From 0ad1c9cd3ca1a5015e7a4b02c732a4a53b56f071 Mon Sep 17 00:00:00 2001
From: Dani Bodor <d.bodor@esciencecenter.nl>
Date: Tue, 12 Mar 2024 21:20:15 +0100
Subject: [PATCH 6/7] identify low occupancy records

---
 deeprank2/tools/pdbprep/__init__.py | 121 ++++++++++------------------
 1 file changed, 44 insertions(+), 77 deletions(-)

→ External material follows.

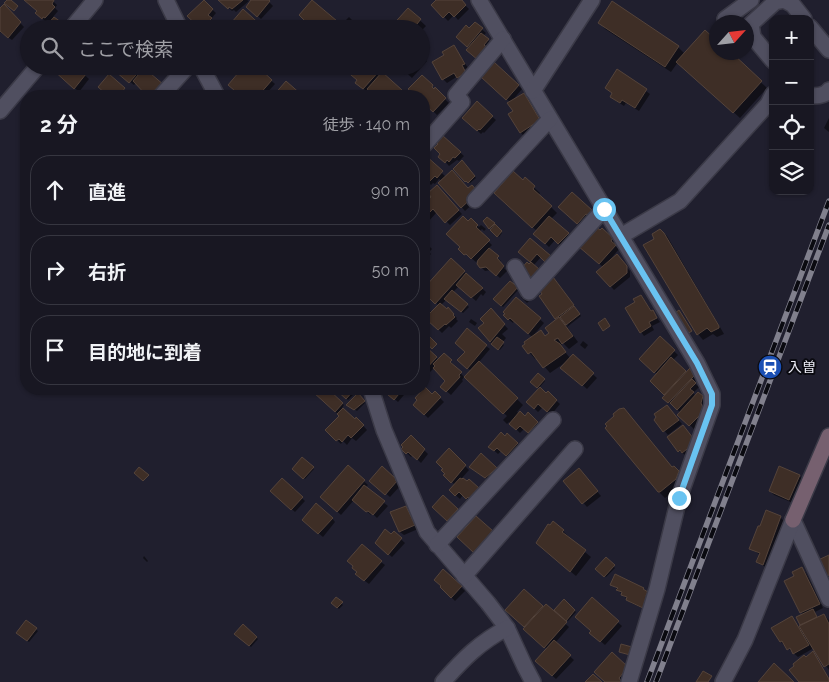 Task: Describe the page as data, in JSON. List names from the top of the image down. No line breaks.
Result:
{"places":{"station":["入曽"]},"north":"top right","page":{"map_buttons":["+","−"],"search":"ここで検索","heading":["2 分","徒歩 · 140 m"],"list":[["直進","90 m"],["右折","50 m"],"目的地に到着"]}} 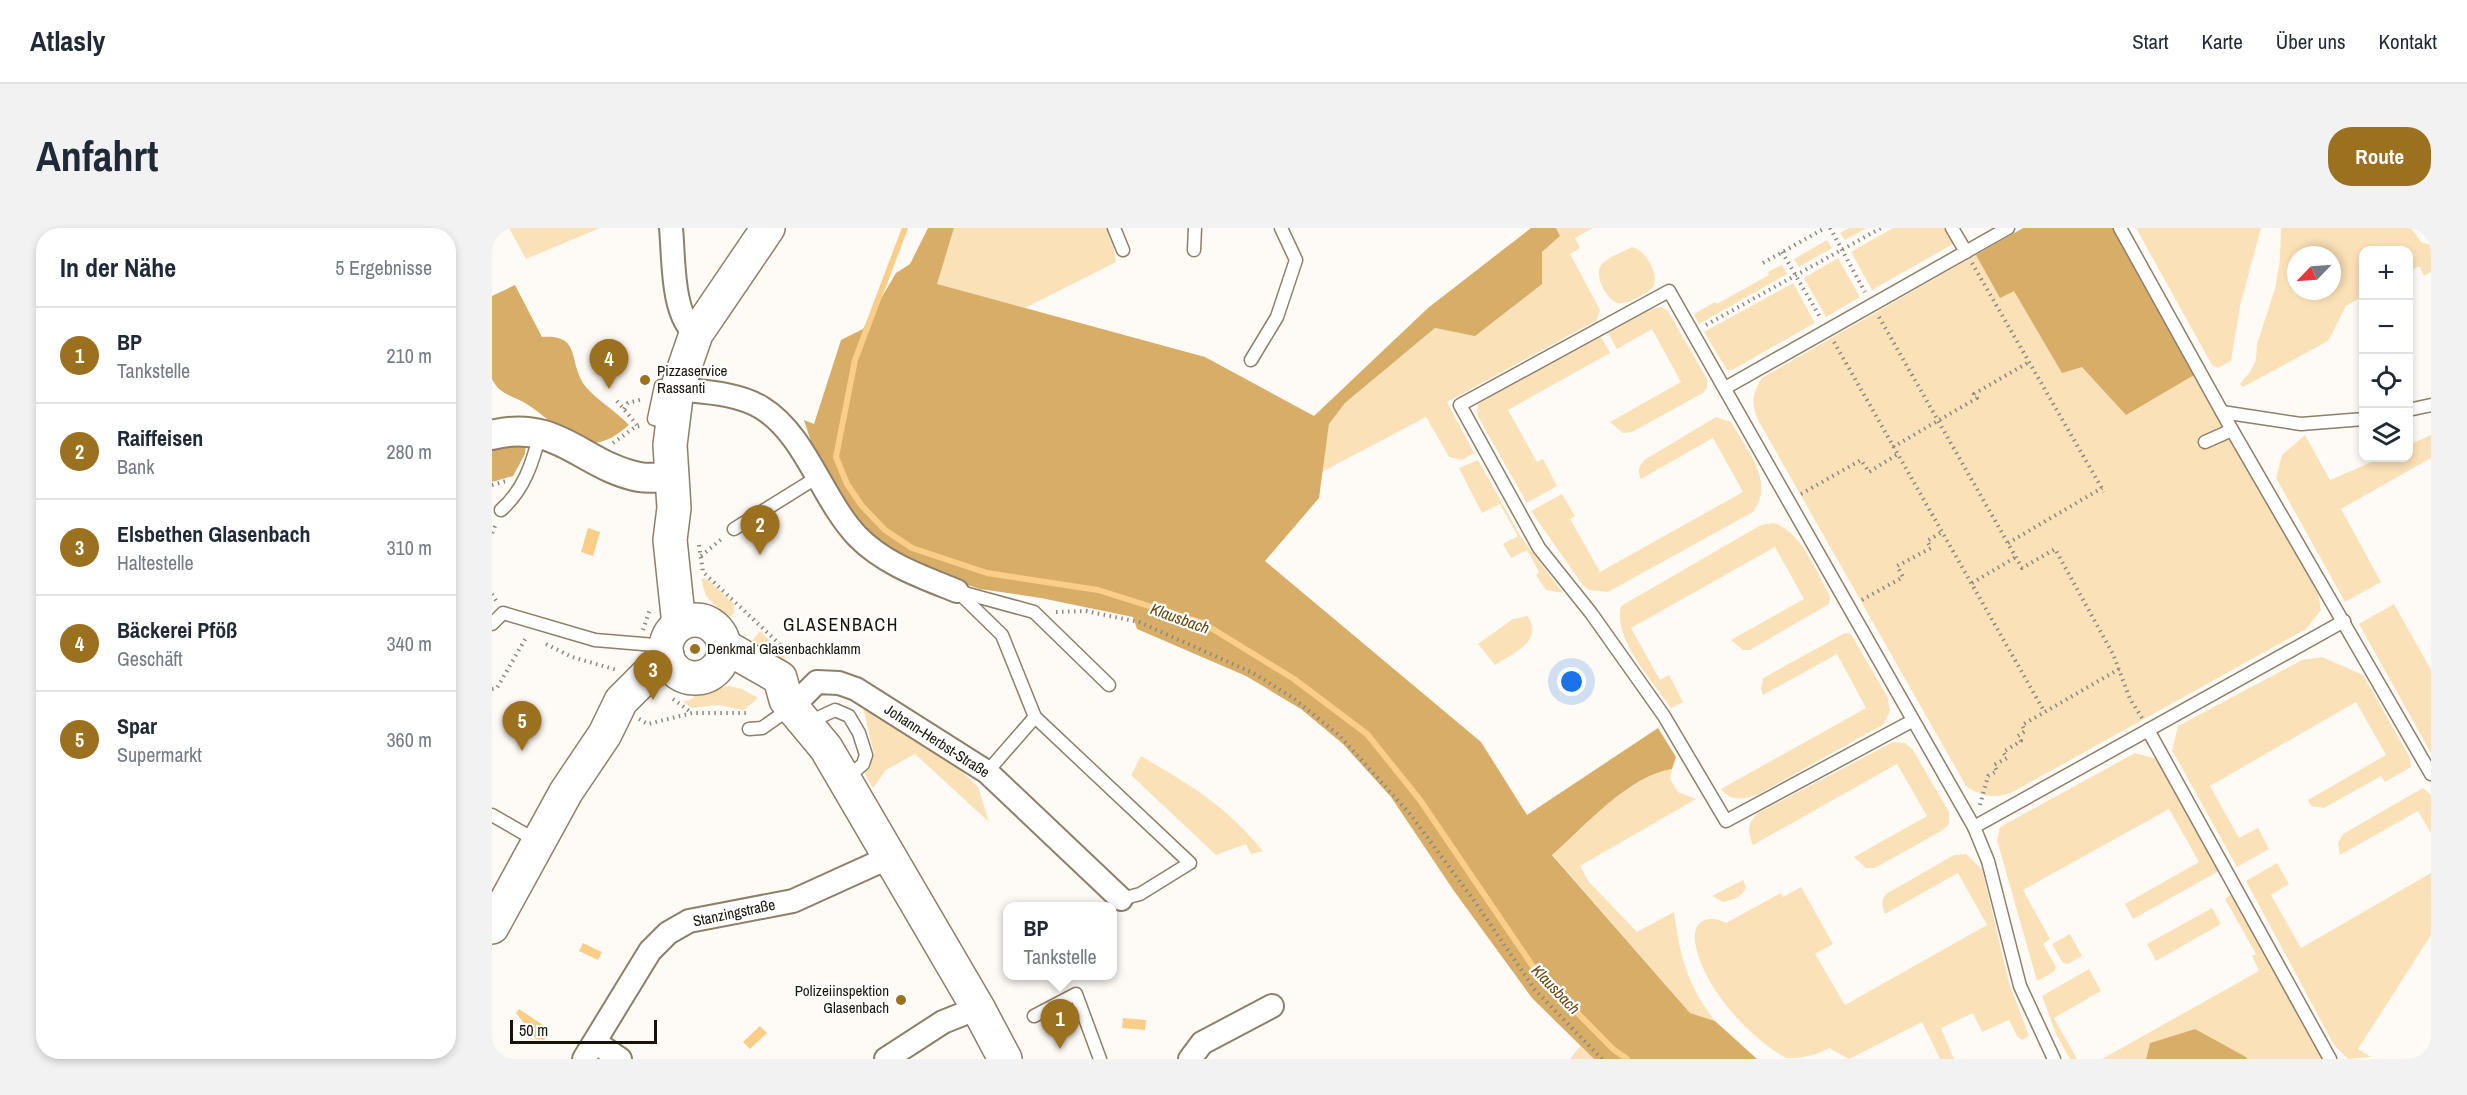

diff --git a/deeprank2/tools/pdbprep/__init__.py b/deeprank2/tools/pdbprep/__init__.py
index acc671270..5f0d2fe32 100644
--- a/deeprank2/tools/pdbprep/__init__.py
+++ b/deeprank2/tools/pdbprep/__init__.py
@@ -2,9 +2,17 @@
 # which is published under an Apache 2.0 licence
 
 import sys
+from collections import defaultdict
 from collections.abc import Generator
 from typing import TextIO
 
+# define record columns for each datum
+_ATOMNAME_COLS = slice(12, 16)
+_RESNAME_COLS = slice(17, 20)
+_CHAIN_COLS = slice(21, 22)
+_RESNUM_COLS = slice(22, 27)  # this includes both the residue number and insertion code
+_OCCUPANCY_COLS = slice(54, 60)
+
 
 def write_pdb(new_pdb: list, pdbfh: TextIO) -> None:
     """Writes new pdb files."""
@@ -49,94 +57,53 @@ def _prune_records(fhandle: TextIO) -> Generator[str]:
     }
 
     for record in fhandle:
-        resname = record[17:20]
+        resname = record[_RESNAME_COLS]
         if record.startswith(atomic_record) and resname != water:
             standardized_resname = standard_resnames.get(resname, resname)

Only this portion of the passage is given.